Basically, from Braudel's perspective, by the 16th century, governments were already part of the 'froth.' Remember poor old Phillip II?
On another note, have you noticed that the same kind of giveaway of government money can be called a subsidy, an allocation, or a grant? What does that tell us about social organization?
Posted by: Dianne Schmidley | 09/16/2009 at 10:33 AM
I think my argument still holds in that we are not talking about forms of exchange, but about complex methods of financial transacting. The idea of a currency as something backed by the governmental institution is clearly at least co-dependent on the existence of a state. So if we are talking about systems of barter or even mercantilism, I might agree that it is not wholly coincident with the state. However, we are a far cry from that and the corporation and financial markets as now understood are wholly and completely dependent on and a product of states.

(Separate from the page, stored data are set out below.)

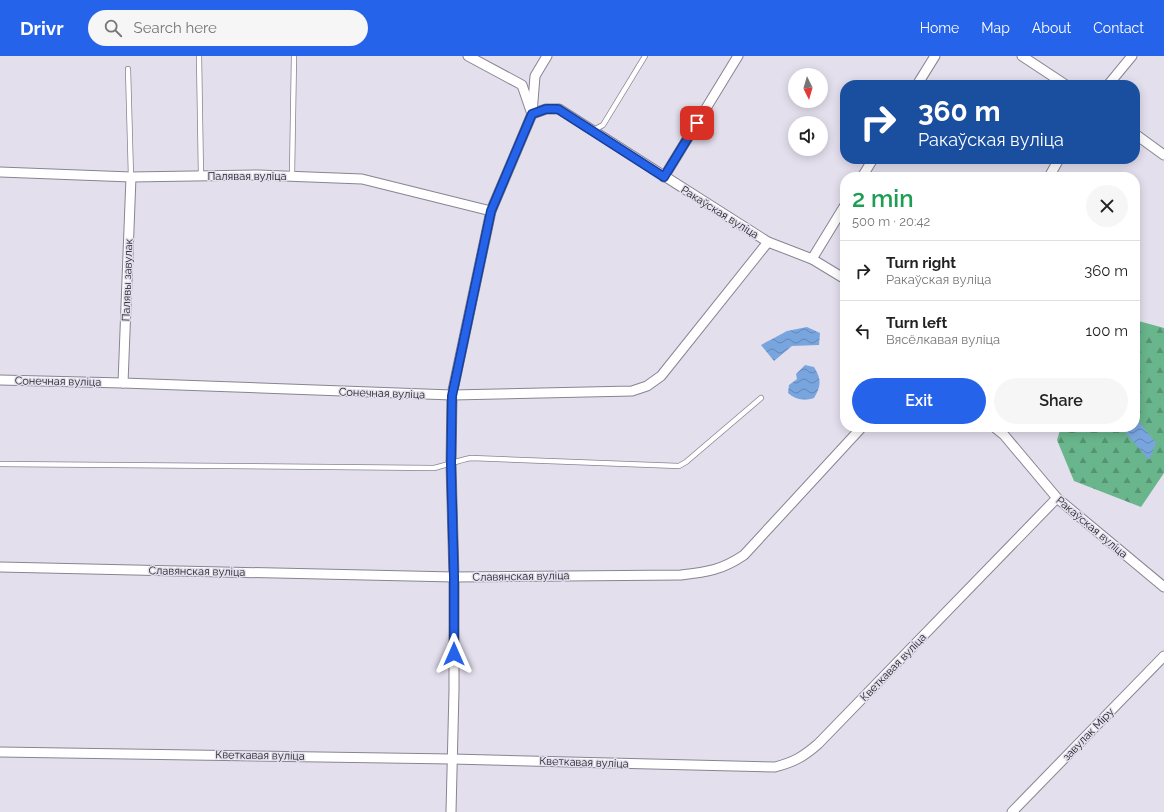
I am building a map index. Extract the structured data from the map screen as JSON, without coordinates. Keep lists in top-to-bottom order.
{
  "streets": {
    "street": [
      "Палявая вуліца",
      "Ракаўская вуліца",
      "Палявы завулак",
      "Сонечная вуліца",
      "Славянская вуліца",
      "Кветкавая вуліца",
      "завулак Міру"
    ]
  },
  "crossings": [
    ["Палявая вуліца", "Палявы завулак"],
    ["Ракаўская вуліца", "Сонечная вуліца"],
    ["Ракаўская вуліца", "Кветкавая вуліца"],
    ["Палявы завулак", "Сонечная вуліца"]
  ],
  "north": "bottom",
  "page": {
    "header": "Drivr",
    "search": "Search here",
    "nav": [
      "Home",
      "Map",
      "About",
      "Contact"
    ],
    "turn": ["360 m", "Ракаўская вуліца"],
    "heading": ["2 min", "500 m · 20:42"],
    "list": [
      {
        "name": "Turn right",
        "note": "Ракаўская вуліца",
        "value": "360 m"
      },
      {
        "name": "Turn left",
        "note": "Вясёлкавая вуліца",
        "value": "100 m"
      }
    ],
    "buttons": ["Exit", "Share"]
  }
}
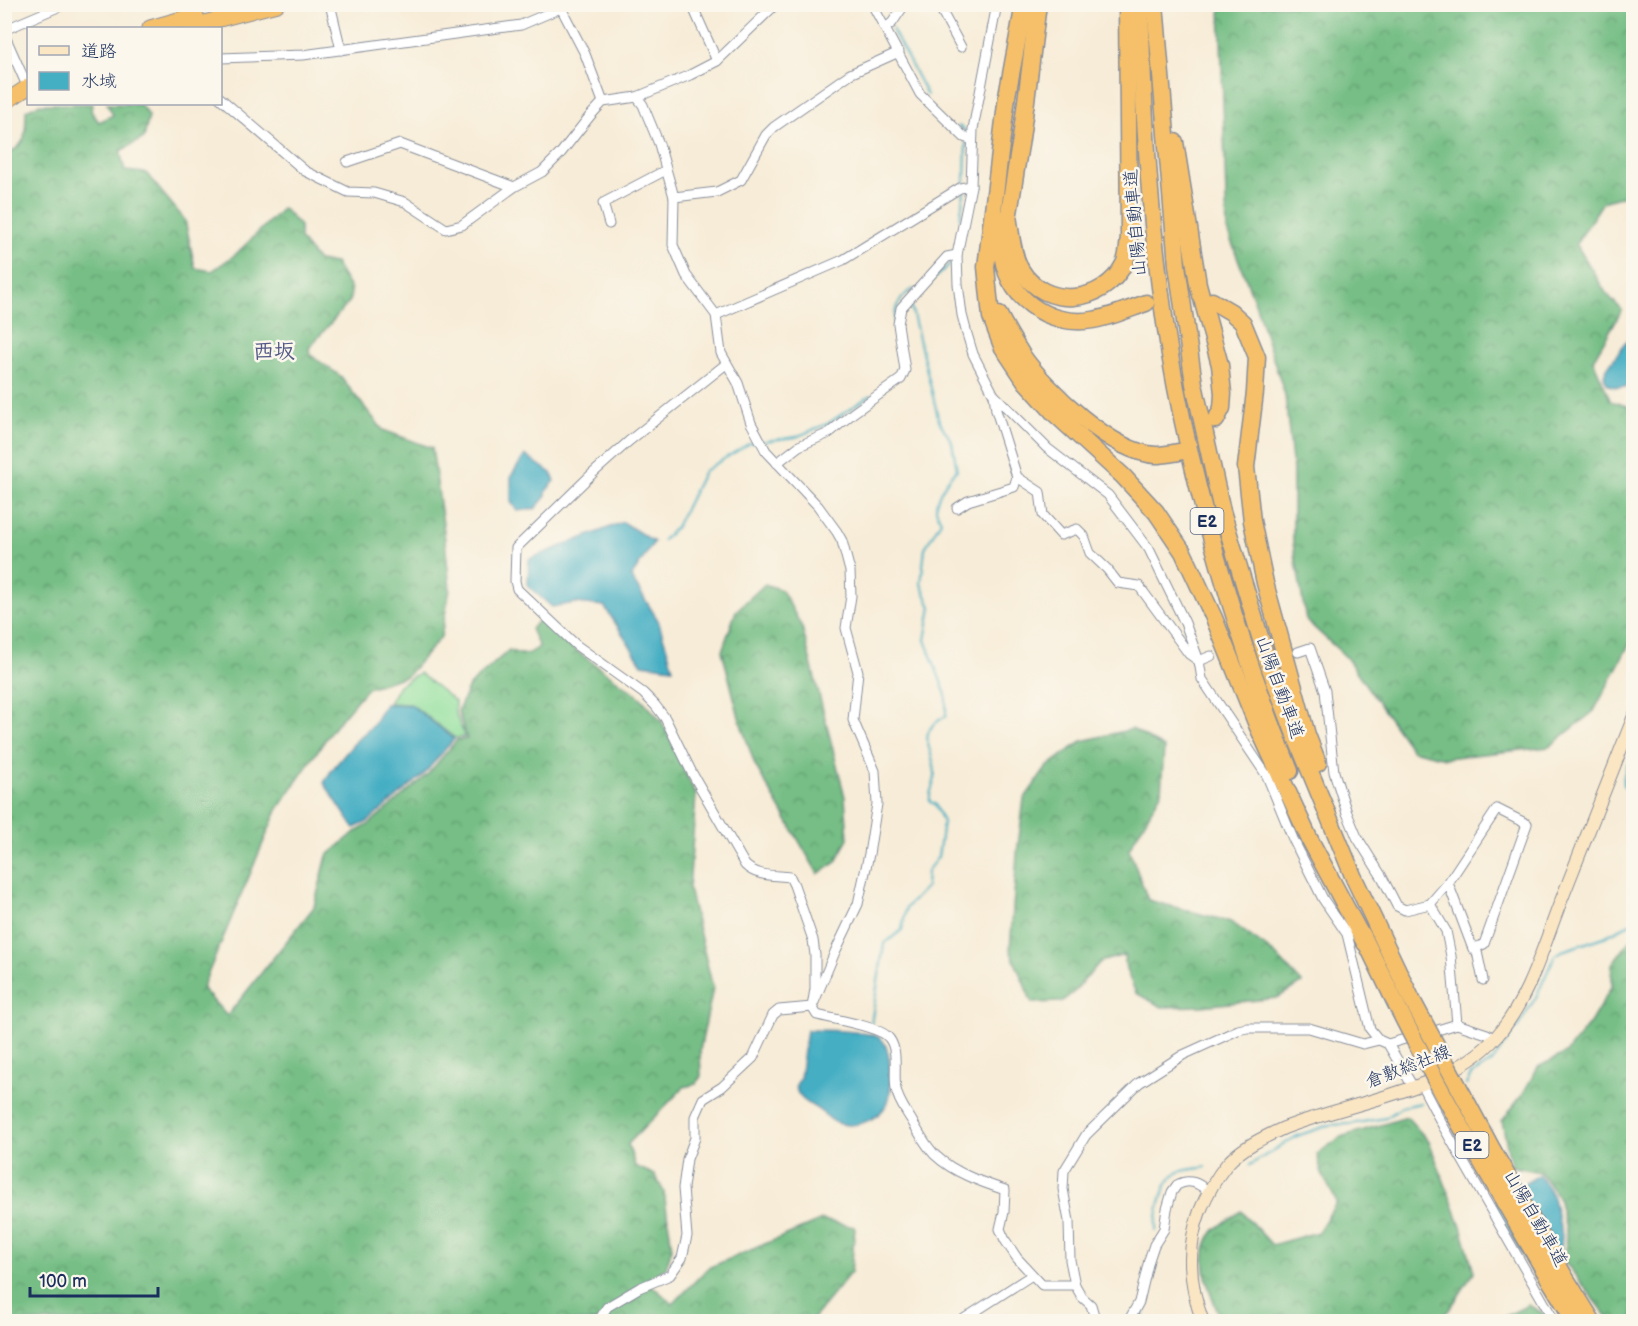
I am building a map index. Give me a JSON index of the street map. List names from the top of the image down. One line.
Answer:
{"streets":{"highway":["山陽自動車道","E2"],"main road":["倉敷総社線"]},"districts":["西坂"],"legend":["道路","水域"],"scale_bar":"100 m"}
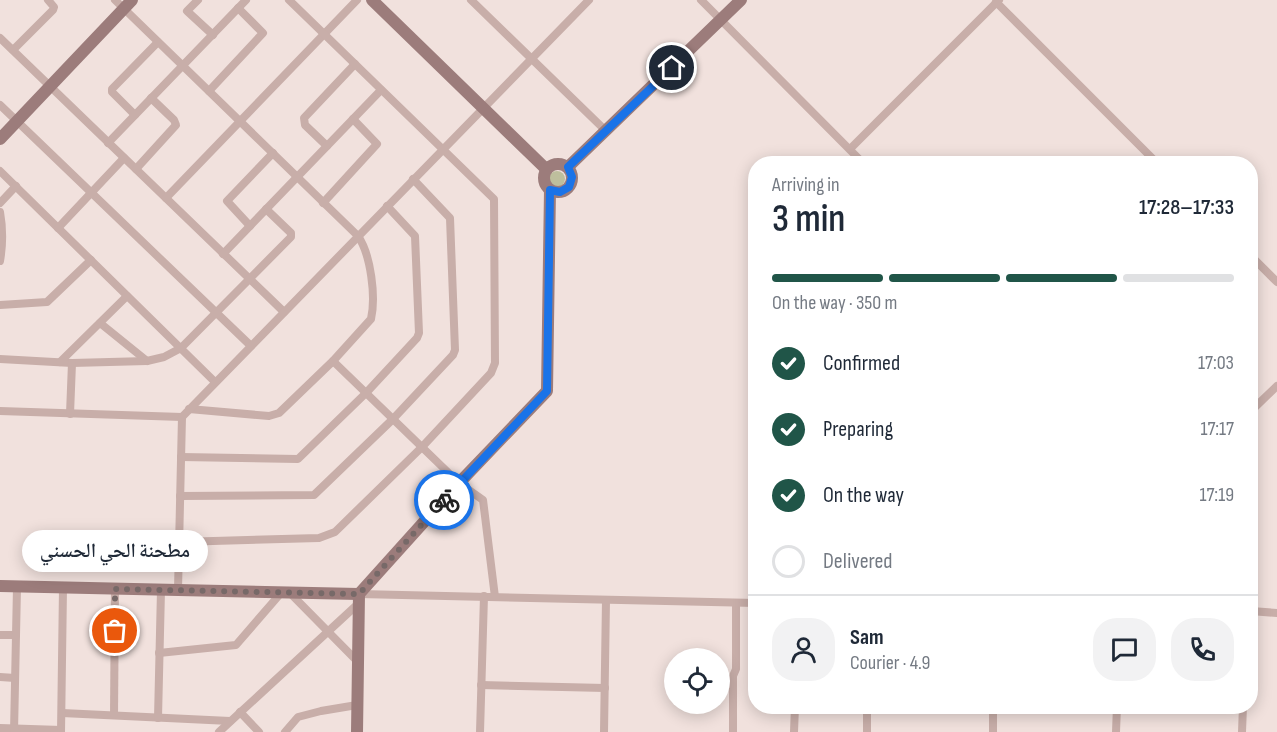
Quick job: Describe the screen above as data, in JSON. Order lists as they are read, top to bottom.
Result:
{
  "places": ["مطحنة الحي الحسني"],
  "page": {
    "heading": ["3 min", "Arriving in", "17:28–17:33"],
    "panel": ["Sam", "Courier · 4.9"],
    "bar": "On the way · 350 m",
    "list": [
      ["Confirmed", "17:03"],
      ["Preparing", "17:17"],
      ["On the way", "17:19"],
      "Delivered"
    ],
    "bubble": "مطحنة الحي الحسني"
  }
}
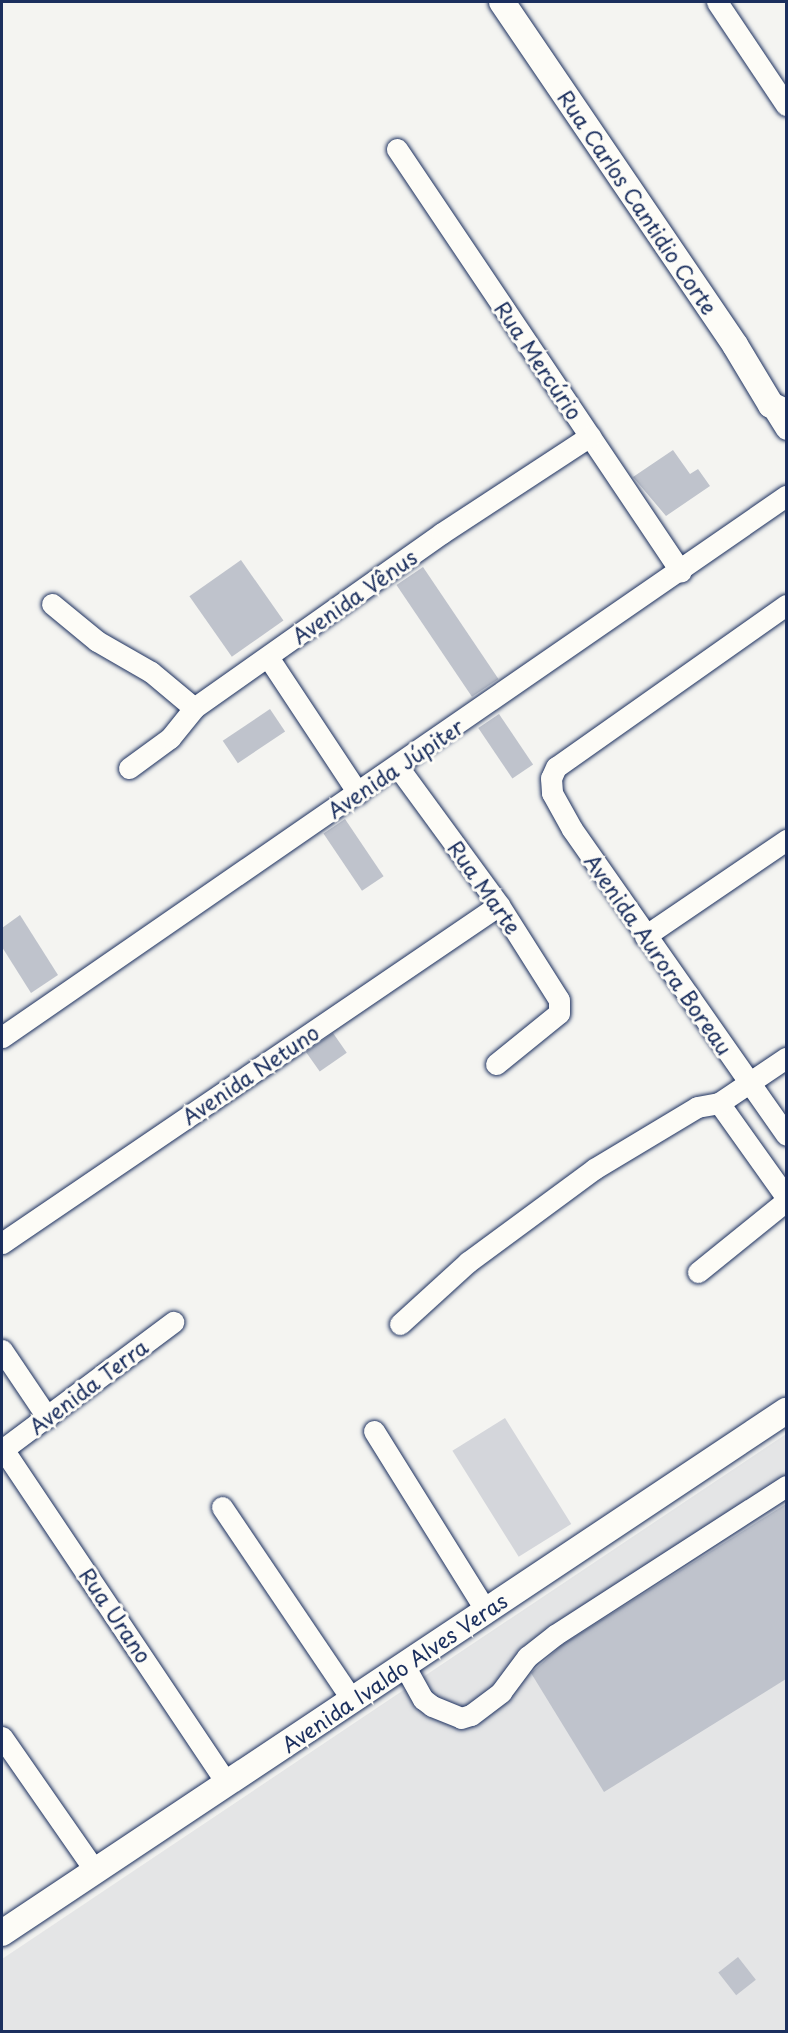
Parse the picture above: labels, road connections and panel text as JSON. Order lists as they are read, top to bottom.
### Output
{
  "streets": {
    "main road": ["Rua Carlos Cantidio Corte", "Avenida Ivaldo Alves Veras"],
    "street": [
      "Rua Mercúrio",
      "Avenida Vênus",
      "Avenida Júpiter",
      "Rua Marte",
      "Avenida Aurora Boreau",
      "Avenida Netuno",
      "Avenida Terra",
      "Rua Urano"
    ]
  },
  "crossings": [
    ["Rua Mercúrio", "Avenida Vênus"],
    ["Rua Mercúrio", "Avenida Júpiter"],
    ["Avenida Júpiter", "Rua Marte"],
    ["Rua Marte", "Avenida Netuno"],
    ["Avenida Terra", "Rua Urano"],
    ["Rua Urano", "Avenida Ivaldo Alves Veras"]
  ]
}
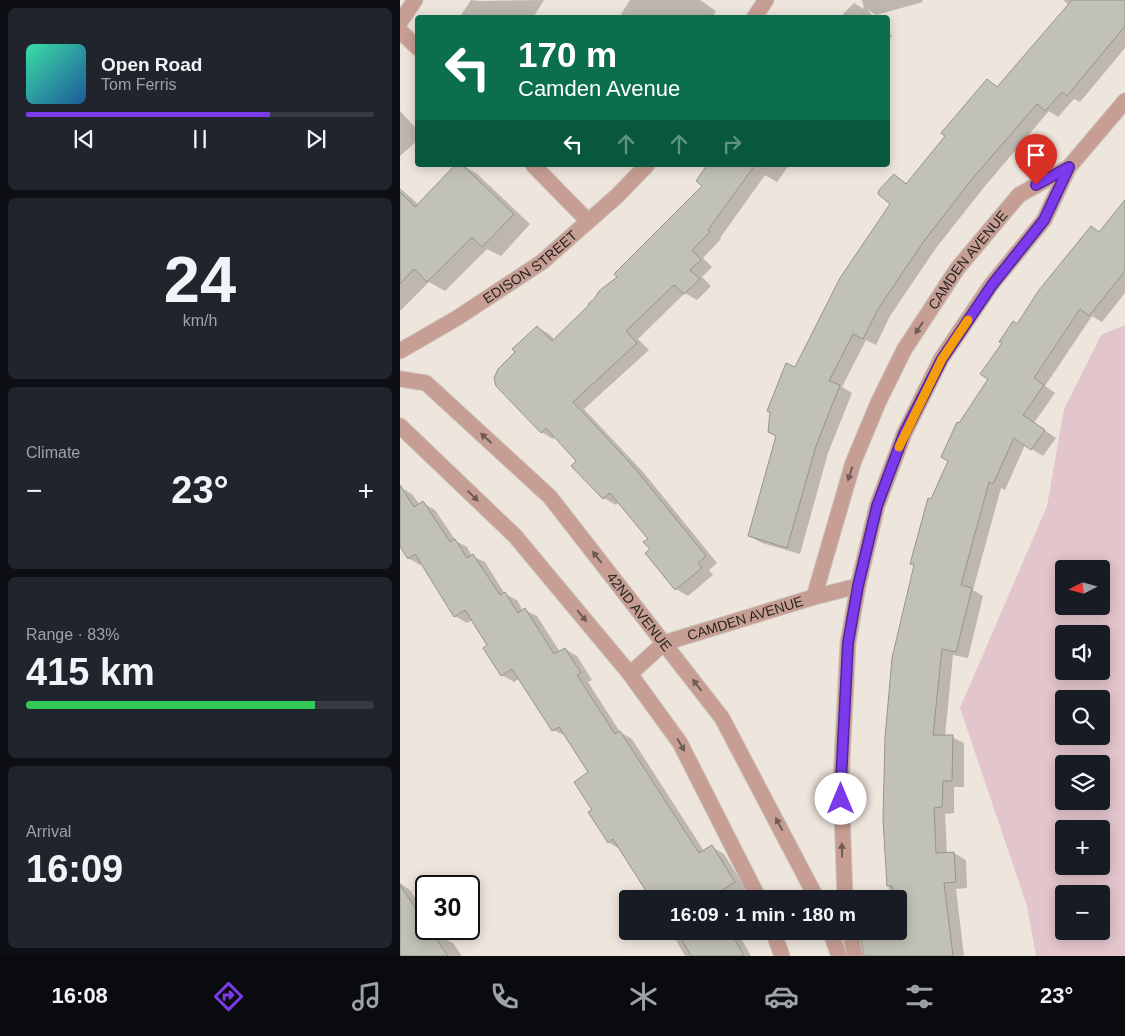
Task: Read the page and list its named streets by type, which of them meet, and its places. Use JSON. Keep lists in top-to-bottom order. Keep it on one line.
{"streets":{"street":["CAMDEN AVENUE","EDISON STREET","42ND AVENUE"]},"crossings":[["CAMDEN AVENUE","42ND AVENUE"]],"north":"left","page":{"turn":["170 m","Camden Avenue"],"song":["Open Road","Tom Ferris"],"tile":[["24","km/h"],"Climate",["Range · 83%","415 km"],["Arrival","16:09"]],"heat":["−","23°","+"],"map_buttons":["+","−"],"limit":"30","trip":"16:09 · 1 min · 180 m","tabs":["16:08","23°"]}}
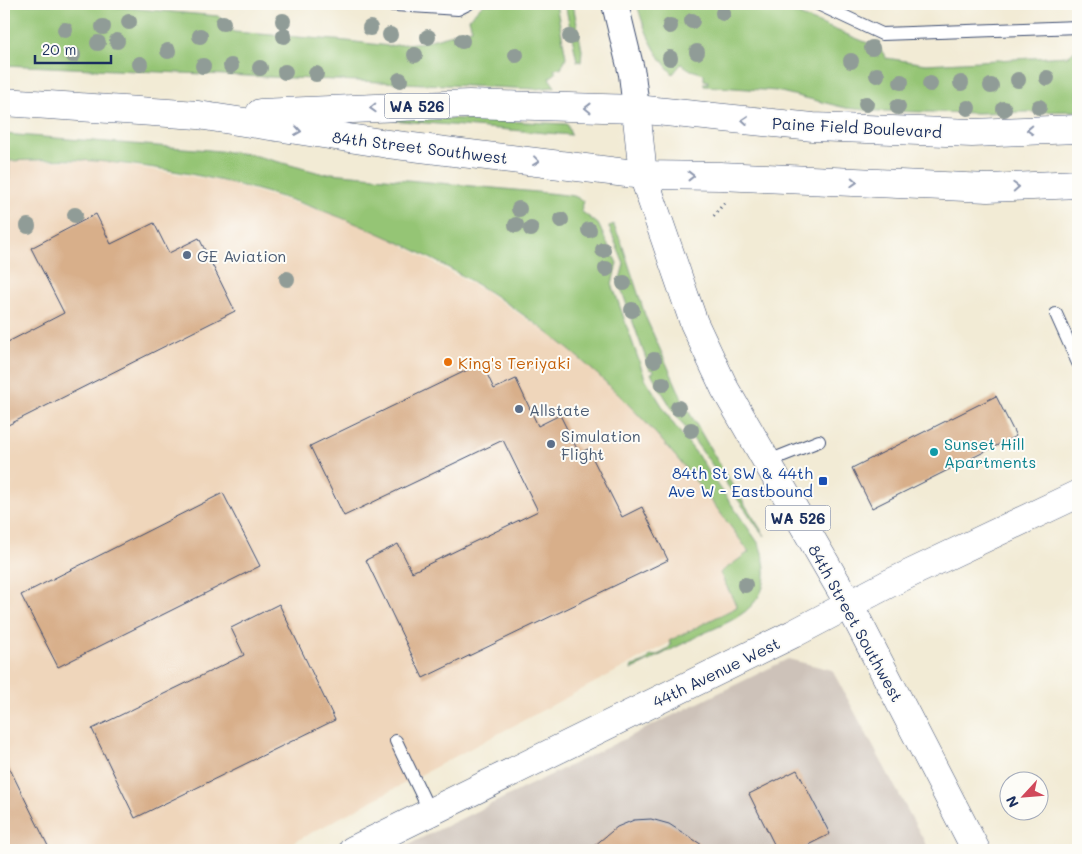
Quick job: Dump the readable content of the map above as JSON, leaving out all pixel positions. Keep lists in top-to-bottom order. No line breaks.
{"streets":{"main road":["WA 526","Paine Field Boulevard","84th Street Southwest","44th Avenue West"]},"crossings":[["Paine Field Boulevard","84th Street Southwest"],["84th Street Southwest","44th Avenue West"]],"places":{"other":["GE Aviation","King's Teriyaki","Allstate","Simulation Flight","Sunset Hill Apartments"],"transit":["84th St SW & 44th Ave W - Eastbound"]},"scale_bar":"20 m","north":"bottom left"}
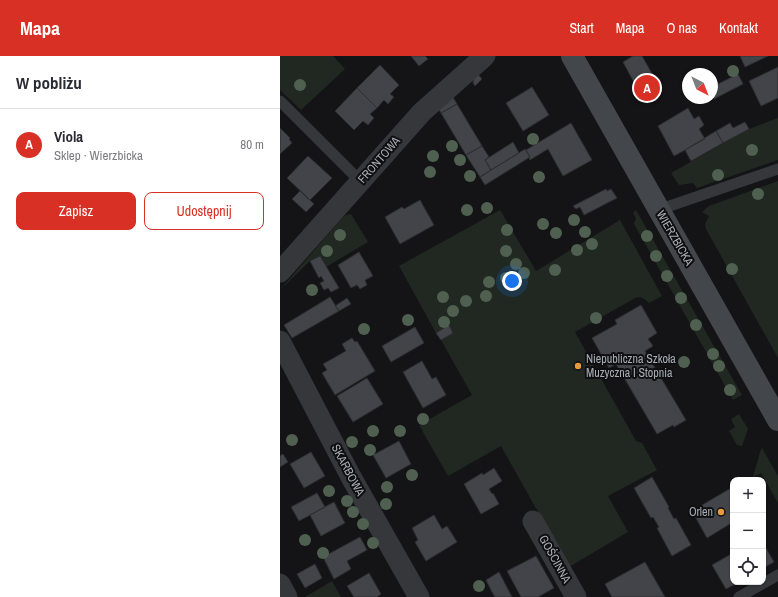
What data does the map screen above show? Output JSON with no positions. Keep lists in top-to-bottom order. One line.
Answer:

Posted by: Wayne Z. | 09/16/2009 at 10:39 AM
Currency as a lubricant for exchange is another matter. Cowrie shells were an important form of currency in the South Pacific until recently. Too me, gold is just another form of cowrie shell, rare and treasured by some...which is what give it its worth. The fact that governments became associated with currency is indidental.
Posted by: Dianne Schmidley | 09/16/2009 at 10:51 AM
We've found The Nut! This will be discussed Thursday!
Sent via BlackBerry from T-Mobile
Posted by: Wayne Z. | 09/16/2009 at 11:06 AM
The only "free markets" are found in the worlds of organized crime and "black markets"-- participants in those markets make their own rules and enforce their agreements without benefit of government. To them, "government is the problem, not the solution."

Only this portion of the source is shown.